(Saved data entries)
:::

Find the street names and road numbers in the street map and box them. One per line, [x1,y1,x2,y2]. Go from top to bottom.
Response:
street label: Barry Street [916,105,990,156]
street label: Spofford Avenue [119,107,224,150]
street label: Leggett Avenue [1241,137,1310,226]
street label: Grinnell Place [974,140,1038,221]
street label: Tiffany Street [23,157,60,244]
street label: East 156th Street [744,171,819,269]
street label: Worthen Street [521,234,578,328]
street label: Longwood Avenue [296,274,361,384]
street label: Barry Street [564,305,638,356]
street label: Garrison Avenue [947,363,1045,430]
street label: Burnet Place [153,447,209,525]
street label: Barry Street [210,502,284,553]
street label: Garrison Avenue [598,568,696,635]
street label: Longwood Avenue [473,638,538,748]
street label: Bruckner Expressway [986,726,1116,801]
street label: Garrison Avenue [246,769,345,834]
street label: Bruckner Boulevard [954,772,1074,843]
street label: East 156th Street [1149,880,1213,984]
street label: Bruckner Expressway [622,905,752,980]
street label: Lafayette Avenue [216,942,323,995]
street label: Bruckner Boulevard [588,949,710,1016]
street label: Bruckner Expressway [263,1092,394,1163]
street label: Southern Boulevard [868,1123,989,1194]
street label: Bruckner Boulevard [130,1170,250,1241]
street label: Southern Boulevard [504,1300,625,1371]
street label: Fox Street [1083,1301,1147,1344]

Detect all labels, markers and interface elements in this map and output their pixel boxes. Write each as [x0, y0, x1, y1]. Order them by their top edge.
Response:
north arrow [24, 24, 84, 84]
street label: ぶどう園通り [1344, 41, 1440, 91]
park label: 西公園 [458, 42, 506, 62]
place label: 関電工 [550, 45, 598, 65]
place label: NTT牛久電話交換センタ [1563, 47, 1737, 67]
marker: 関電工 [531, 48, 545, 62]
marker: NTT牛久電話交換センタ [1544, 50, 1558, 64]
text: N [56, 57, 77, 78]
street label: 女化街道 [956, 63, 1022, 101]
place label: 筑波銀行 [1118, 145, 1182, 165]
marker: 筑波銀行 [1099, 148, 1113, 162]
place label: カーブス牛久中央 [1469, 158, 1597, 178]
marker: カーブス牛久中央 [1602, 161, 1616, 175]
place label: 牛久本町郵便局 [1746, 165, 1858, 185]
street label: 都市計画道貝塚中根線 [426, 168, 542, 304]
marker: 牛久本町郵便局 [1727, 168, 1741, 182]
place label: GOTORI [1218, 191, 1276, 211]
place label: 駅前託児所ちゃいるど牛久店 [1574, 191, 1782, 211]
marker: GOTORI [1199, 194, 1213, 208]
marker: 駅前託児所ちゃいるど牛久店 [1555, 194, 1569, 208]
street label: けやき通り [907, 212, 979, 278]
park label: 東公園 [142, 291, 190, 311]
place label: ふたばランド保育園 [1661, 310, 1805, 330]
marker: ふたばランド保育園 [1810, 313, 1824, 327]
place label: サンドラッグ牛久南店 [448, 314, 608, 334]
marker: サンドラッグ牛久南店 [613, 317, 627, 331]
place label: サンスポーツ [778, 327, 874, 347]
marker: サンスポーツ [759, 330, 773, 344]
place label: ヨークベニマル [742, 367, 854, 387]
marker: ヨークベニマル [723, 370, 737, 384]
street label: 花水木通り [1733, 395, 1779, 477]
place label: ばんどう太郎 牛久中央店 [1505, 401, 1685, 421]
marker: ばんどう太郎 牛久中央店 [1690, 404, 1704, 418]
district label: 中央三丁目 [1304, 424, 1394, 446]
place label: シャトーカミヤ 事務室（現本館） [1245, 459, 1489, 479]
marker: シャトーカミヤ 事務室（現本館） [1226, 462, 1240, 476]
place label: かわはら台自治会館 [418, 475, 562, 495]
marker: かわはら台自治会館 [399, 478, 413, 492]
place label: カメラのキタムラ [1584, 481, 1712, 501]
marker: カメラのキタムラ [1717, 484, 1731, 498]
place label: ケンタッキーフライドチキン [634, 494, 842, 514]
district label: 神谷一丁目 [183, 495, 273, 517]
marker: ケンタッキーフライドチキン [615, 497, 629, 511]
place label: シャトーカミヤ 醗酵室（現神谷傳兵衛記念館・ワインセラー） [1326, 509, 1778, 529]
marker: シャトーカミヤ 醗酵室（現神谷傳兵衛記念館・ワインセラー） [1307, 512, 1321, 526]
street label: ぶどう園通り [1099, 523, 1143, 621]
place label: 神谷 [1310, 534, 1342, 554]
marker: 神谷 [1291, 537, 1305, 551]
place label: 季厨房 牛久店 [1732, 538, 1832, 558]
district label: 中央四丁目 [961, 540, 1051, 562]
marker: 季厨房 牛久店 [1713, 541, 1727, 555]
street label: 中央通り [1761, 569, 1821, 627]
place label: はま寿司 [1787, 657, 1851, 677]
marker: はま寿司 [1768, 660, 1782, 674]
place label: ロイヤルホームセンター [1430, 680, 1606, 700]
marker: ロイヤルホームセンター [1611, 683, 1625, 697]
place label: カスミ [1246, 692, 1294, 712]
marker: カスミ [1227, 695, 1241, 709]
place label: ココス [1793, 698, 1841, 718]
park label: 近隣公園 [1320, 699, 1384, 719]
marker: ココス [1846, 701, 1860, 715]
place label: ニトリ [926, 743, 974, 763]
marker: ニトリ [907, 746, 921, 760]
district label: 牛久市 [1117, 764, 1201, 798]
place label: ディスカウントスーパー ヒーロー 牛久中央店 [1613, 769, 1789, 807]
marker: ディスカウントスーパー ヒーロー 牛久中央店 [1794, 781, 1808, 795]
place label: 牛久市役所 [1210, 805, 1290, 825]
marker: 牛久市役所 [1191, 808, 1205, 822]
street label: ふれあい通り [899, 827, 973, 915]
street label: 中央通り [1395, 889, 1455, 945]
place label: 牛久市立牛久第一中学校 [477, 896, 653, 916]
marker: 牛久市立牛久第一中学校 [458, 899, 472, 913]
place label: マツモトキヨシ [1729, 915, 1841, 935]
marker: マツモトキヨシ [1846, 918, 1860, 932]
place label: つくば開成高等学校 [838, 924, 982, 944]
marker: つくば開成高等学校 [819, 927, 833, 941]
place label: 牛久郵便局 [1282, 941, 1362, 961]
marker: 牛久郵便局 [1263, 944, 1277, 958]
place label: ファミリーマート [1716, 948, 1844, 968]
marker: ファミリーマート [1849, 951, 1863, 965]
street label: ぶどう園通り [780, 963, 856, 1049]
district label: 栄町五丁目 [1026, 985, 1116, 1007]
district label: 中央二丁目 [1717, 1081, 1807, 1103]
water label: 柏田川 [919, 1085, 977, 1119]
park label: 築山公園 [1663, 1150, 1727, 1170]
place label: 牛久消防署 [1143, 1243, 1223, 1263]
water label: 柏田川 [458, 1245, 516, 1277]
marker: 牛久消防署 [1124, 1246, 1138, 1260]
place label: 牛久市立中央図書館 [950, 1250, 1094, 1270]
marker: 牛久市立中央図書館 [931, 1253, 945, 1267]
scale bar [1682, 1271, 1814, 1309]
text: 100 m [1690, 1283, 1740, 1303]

:::

Exercise objective:
Bring together all lines of the entries above in which the string "park" occurs.

Response below:
park label: 西公園 [458, 42, 506, 62]
park label: 東公園 [142, 291, 190, 311]
park label: 近隣公園 [1320, 699, 1384, 719]
park label: 築山公園 [1663, 1150, 1727, 1170]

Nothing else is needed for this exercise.